Voices of Sartre, Lukács, Chomsky, Harvey and others in conversation with New Left Review
Francis Mulhern (born 1952) comes from Enniskillen in Northern
Ireland. He was educated at University College Dublin and the
University of Cambridge. His books include The Moment of 'Scrutiny'
and Culture/Metaculture. He is Associate Editor of New Left Review.

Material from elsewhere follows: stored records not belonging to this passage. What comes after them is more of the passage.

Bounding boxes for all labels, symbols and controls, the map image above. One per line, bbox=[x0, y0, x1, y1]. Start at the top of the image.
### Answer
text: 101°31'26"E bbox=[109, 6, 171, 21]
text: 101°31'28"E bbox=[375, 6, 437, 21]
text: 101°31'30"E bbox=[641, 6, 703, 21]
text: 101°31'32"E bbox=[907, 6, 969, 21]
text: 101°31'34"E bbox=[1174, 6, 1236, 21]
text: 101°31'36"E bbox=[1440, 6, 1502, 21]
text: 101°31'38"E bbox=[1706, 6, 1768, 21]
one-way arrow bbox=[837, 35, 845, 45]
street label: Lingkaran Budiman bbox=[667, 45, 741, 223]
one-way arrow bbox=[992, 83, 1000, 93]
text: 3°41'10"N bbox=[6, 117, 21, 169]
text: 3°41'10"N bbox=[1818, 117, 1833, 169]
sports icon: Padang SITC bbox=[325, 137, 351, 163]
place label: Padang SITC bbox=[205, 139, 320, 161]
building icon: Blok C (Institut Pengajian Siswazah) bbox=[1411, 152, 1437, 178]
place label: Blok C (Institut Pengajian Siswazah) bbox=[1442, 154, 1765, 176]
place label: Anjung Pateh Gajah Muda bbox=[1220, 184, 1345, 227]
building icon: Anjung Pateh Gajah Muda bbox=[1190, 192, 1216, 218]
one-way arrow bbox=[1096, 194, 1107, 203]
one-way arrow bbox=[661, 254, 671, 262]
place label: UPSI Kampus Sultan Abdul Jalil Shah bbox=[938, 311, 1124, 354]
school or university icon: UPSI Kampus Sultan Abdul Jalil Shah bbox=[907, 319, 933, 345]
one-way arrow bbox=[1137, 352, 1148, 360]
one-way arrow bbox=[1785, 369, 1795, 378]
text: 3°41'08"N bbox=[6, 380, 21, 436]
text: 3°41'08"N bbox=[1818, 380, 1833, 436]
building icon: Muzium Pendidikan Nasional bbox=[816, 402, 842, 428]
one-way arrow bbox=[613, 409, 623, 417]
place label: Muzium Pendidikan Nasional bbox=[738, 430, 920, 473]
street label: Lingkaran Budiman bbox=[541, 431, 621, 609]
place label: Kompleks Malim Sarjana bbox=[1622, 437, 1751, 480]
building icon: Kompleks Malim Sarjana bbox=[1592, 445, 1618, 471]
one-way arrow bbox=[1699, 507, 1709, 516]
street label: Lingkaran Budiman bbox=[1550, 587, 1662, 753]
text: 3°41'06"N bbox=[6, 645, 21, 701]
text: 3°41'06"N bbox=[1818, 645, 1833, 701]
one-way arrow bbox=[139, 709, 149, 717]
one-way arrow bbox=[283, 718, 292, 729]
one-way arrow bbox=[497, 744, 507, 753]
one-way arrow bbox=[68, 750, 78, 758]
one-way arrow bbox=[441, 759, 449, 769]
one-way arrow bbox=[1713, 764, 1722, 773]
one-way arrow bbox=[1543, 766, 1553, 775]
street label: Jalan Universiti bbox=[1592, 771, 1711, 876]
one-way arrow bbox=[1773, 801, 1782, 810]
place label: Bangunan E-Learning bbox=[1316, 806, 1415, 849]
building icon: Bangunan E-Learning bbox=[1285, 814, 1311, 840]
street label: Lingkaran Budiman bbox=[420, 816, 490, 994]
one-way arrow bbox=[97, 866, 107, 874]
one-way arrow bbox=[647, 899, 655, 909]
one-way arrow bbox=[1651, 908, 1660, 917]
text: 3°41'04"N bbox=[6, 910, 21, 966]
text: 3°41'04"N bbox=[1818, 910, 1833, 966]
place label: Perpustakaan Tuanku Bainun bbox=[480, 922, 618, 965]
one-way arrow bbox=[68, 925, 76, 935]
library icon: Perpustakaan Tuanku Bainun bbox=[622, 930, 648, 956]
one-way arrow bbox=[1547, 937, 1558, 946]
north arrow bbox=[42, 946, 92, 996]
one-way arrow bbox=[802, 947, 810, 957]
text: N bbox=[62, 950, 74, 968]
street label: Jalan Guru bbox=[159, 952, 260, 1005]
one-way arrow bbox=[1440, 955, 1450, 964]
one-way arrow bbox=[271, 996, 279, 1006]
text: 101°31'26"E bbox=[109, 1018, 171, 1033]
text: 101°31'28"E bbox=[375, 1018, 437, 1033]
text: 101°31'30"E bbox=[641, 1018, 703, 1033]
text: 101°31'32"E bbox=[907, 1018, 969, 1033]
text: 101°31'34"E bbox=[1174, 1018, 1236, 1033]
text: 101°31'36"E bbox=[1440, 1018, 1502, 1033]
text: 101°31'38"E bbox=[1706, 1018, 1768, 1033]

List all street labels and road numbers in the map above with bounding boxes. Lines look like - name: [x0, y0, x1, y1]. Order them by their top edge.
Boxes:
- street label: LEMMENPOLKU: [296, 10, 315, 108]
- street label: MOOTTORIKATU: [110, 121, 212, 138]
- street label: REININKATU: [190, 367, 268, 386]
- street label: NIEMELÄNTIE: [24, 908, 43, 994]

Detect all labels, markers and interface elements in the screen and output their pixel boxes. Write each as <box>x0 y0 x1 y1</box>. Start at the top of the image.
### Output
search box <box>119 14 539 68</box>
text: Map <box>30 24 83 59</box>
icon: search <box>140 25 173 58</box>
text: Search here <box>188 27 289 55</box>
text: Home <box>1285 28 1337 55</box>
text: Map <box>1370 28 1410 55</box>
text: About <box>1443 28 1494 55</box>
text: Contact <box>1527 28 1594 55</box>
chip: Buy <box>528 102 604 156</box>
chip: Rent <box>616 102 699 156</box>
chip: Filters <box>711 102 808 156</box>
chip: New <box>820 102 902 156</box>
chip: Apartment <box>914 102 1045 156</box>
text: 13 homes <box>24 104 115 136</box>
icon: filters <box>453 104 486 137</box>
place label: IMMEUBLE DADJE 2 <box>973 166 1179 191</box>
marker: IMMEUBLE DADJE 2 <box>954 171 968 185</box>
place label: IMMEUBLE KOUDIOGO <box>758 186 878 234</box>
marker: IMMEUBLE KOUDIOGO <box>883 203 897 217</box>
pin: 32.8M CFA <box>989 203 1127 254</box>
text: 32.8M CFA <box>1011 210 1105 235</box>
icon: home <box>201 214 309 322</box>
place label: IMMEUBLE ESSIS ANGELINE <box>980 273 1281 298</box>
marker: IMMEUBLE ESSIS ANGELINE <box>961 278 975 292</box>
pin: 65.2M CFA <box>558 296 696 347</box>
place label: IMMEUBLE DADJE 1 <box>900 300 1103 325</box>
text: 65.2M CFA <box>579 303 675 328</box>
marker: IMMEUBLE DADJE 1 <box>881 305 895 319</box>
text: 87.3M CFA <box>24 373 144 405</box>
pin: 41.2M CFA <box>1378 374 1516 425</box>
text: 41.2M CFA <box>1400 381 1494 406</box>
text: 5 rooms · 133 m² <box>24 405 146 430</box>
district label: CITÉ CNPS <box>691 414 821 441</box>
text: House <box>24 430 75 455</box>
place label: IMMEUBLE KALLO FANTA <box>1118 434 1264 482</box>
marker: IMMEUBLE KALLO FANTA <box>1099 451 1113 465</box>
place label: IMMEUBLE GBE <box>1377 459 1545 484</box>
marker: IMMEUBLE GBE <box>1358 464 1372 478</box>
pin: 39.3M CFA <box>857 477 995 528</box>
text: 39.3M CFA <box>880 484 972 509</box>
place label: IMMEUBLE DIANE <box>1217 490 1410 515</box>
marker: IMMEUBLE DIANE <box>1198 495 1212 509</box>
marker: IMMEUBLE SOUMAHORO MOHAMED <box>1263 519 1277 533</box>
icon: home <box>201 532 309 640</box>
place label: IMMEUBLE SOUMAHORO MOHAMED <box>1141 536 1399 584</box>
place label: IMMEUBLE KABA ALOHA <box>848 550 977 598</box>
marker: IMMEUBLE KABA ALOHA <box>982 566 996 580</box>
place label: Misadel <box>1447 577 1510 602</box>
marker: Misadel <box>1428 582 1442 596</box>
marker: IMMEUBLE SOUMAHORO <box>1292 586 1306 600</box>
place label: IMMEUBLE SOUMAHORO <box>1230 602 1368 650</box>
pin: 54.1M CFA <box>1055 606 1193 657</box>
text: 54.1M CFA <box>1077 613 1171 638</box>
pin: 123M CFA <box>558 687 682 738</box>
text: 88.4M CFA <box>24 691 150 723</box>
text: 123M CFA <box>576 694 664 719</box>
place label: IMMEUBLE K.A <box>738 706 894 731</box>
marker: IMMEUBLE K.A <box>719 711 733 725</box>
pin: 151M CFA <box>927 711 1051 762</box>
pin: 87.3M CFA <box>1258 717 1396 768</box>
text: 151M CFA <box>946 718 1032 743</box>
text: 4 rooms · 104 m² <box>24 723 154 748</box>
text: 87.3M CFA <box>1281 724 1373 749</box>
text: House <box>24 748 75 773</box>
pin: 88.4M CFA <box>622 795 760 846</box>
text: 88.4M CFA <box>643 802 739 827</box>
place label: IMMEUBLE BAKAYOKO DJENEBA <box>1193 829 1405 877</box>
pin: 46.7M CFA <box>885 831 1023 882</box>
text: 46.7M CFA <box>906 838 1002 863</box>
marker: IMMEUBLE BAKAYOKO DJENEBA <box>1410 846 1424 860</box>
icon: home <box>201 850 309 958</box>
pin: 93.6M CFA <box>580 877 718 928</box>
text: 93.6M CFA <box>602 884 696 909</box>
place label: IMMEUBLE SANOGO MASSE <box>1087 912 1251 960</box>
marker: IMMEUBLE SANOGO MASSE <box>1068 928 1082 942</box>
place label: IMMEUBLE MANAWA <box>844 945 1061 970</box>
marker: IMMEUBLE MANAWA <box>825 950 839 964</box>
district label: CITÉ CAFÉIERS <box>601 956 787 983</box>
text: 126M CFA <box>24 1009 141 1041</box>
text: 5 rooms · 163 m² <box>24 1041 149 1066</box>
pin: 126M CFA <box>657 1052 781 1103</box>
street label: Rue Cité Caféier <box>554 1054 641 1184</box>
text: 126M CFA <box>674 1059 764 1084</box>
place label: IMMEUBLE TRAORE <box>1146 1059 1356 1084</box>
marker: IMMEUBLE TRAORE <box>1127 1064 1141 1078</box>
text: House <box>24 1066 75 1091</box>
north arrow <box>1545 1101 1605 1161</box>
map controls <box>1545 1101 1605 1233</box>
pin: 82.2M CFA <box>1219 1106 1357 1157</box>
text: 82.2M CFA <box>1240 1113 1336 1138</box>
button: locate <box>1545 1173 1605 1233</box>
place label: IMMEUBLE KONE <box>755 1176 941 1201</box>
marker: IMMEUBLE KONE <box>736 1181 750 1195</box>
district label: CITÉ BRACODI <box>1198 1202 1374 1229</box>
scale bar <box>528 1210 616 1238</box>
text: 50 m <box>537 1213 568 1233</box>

Adolfo Gilly (1928-2023) was a professor of history and politics at
the Universidad Nacional Autónoma de México and the author of the
classic study La revolución interrumpida (in English, The Mexican
Revolution), which was conceived and written while he was
imprisoned. Asada Akira is a critic and curator and the current
head of the Graduate School at the Kyoto University of Art and
Design. His first book, published in 1983, was Structure and Power:
Beyond Semiotics. Since then he has published, among other things,
Beyond "the End of History" and The End of Cinema's Century. He was
co-editor of Hihyokukan ("Critical Space"). David Harvey teaches at
the Graduate Center of the City University of New York and is the
author of many books, including Social Justice and the City, The
Condition of Postmodernity, The Limits to Capital, A Brief History
of Neoliberalism, Spaces of Global Capitalism, and A Companion to
Marx's Capital. His website is http://davidharvey.org" Dorothy
Thompson taught in the School of History in the University of
Birmingham, where she wrote a series of highly regarded books about
Chartism and other topics in nineteenth-century British
history-among them, Early Chartists, Chartism in Wales and Ireland,
Outsiders: Class, Gender and Nation and Queen Victoria: Gender and
Power. Her edited volume Over Our Dead Bodies: Women Against the
Bomb testified to her engagement in post-war peace movements.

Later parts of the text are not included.